From the Annals of the Police State – In 1969, approximately 100 Texas Rangers, local lawmen, and state police descended on Wiley College in a wild overreaction to a series of nonviolent student demonstrations on the campus. Wiley, in Marshall, is the oldest black college west of the Mississippi River. The students were demonstrating over faculty hiring practices, primitive dormitory facilities, and cutbacks in the intercollegiate athletic program. The police undertook a massive search for concealed weapons in the dorms – something the right-wing would now have to condemn but undoubtedly condoned because black students were the ones targeted. The search turned up nothing and only resulted in the campus being closed for several weeks. The demonstrations continued after the police raid and ultimately resulted in the school administration’s decision to improve living conditions on campus.

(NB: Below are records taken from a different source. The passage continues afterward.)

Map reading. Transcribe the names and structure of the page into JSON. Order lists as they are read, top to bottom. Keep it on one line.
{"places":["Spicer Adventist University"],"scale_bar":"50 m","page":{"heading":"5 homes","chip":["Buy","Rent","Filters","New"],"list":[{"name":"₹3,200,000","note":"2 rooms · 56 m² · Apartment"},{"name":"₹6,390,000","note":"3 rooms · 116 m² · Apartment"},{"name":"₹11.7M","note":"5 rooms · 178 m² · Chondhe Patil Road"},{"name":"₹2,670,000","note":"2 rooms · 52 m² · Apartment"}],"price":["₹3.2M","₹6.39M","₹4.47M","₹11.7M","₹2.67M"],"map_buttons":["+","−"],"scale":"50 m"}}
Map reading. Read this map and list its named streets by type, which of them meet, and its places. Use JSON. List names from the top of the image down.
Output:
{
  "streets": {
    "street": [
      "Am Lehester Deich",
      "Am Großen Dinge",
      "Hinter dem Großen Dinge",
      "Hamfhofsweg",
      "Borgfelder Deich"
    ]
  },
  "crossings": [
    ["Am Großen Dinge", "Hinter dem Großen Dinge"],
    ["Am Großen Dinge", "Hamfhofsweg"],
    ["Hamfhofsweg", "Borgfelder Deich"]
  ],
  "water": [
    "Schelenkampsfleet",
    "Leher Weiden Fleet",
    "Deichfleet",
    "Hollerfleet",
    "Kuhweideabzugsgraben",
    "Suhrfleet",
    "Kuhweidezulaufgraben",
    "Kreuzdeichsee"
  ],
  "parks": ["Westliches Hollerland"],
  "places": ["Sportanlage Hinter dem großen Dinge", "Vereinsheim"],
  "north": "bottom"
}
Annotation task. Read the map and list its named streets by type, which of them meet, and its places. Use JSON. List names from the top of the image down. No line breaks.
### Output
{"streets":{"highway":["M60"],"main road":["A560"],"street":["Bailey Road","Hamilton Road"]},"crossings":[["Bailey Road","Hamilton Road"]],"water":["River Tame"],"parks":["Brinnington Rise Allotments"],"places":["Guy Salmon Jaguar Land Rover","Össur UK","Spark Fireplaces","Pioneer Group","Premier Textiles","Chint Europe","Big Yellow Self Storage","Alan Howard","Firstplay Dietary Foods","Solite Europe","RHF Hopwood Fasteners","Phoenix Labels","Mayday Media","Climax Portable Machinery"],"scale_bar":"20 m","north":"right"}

The University of Texas at Austin President Gregory Fenves has issued new rules regarding guns on the 40 Acres that has achieved the near impossible goal of making everyone angry. Peaceniks are upset that guns will be allowed in classrooms and other public areas. Dedicated gun owners are upset over being denied the right to pack heat in their dorm rooms. Red completely sympathizes here. Red can hardly count the times when a simple show of basic firepower might have discouraged freeloading dorm mates who felt entitled to yet another hit on the bong before tackling differential equations. If your average college student can’t protect their weed in their own room then we’re on a slippery slope leading to frat boys invading and carrying off every Tequila bottle that isn’t nailed down.
Then there are the curious exceptions. Concealed handguns will be allowed in dorms’ common areas; people who work in the dorms will be able to carry; and family members visiting the dorms will also be allowed to carry. So when confronting that German student who has charmed away one’s girlfriend with promises of endless strudel and a slightly used 5 Series BMW, the showdown will have to take place in the lounge. You won’t be able to pistol whip the little Hun bastard in his bunk bed anymore. The exception for dorm workers makes more sense to Red. Whining about meatloaf Monday will be considered a dangerous proposition and you won’t dare get caught leaving your food tray on the table. Admonitions to police up after yourself will have a new and sinister meaning. A few rounds fired randomly in the air by Lunch Lady will have the cafeteria sporting tables that you can actually eat off of. As for family members, Red fondly remembers his Dad brandishing his 7mm Ruger in one hand and a bottle of Jack Black in the other to the dismay of the RA calling curfew. Dad liked a good party.
Which brings us to the classrooms – where a free fire zone has been declared. Unhappy with old Professor Fannypack calling on you when you haven’t read the assignment. Perhaps a simple pat on the chest indicative of the relative location of your Smith & Wesson .38 Special will be enough for the old fart to move on to a more prepared and less lethal classmate.
But when visiting your professor in his office beware. Faculty members who don’t share an office with anyone else can ban guns in their specific areas. Aggrieved students will have to employ more subtle forms of influence to raise grades that seem likely to keep them out of the law school of their choice. Red suggests wresting that bottle of Jack Black out of Dad’s hands and bringing it to your next student-teacher conference.
Meanwhile, the privileged few attending private colleges in Texas have no such worries about when and where they will or will not be allowed to strap one on. Every private college that has spoken out so far has made the decision to opt out of campus carry. Watch out for the Germans.
At least one Dallas area parishioner is incensed about the decision of the Catholic Diocese of Dallas to not allow open or concealed carry in its churches. In fact, incensed enough to cut off tithing to the church and re-direct the money to the NRA. He or she better hope that Wayne LaPierre is standing at the Pearly Gates instead of St. Peter.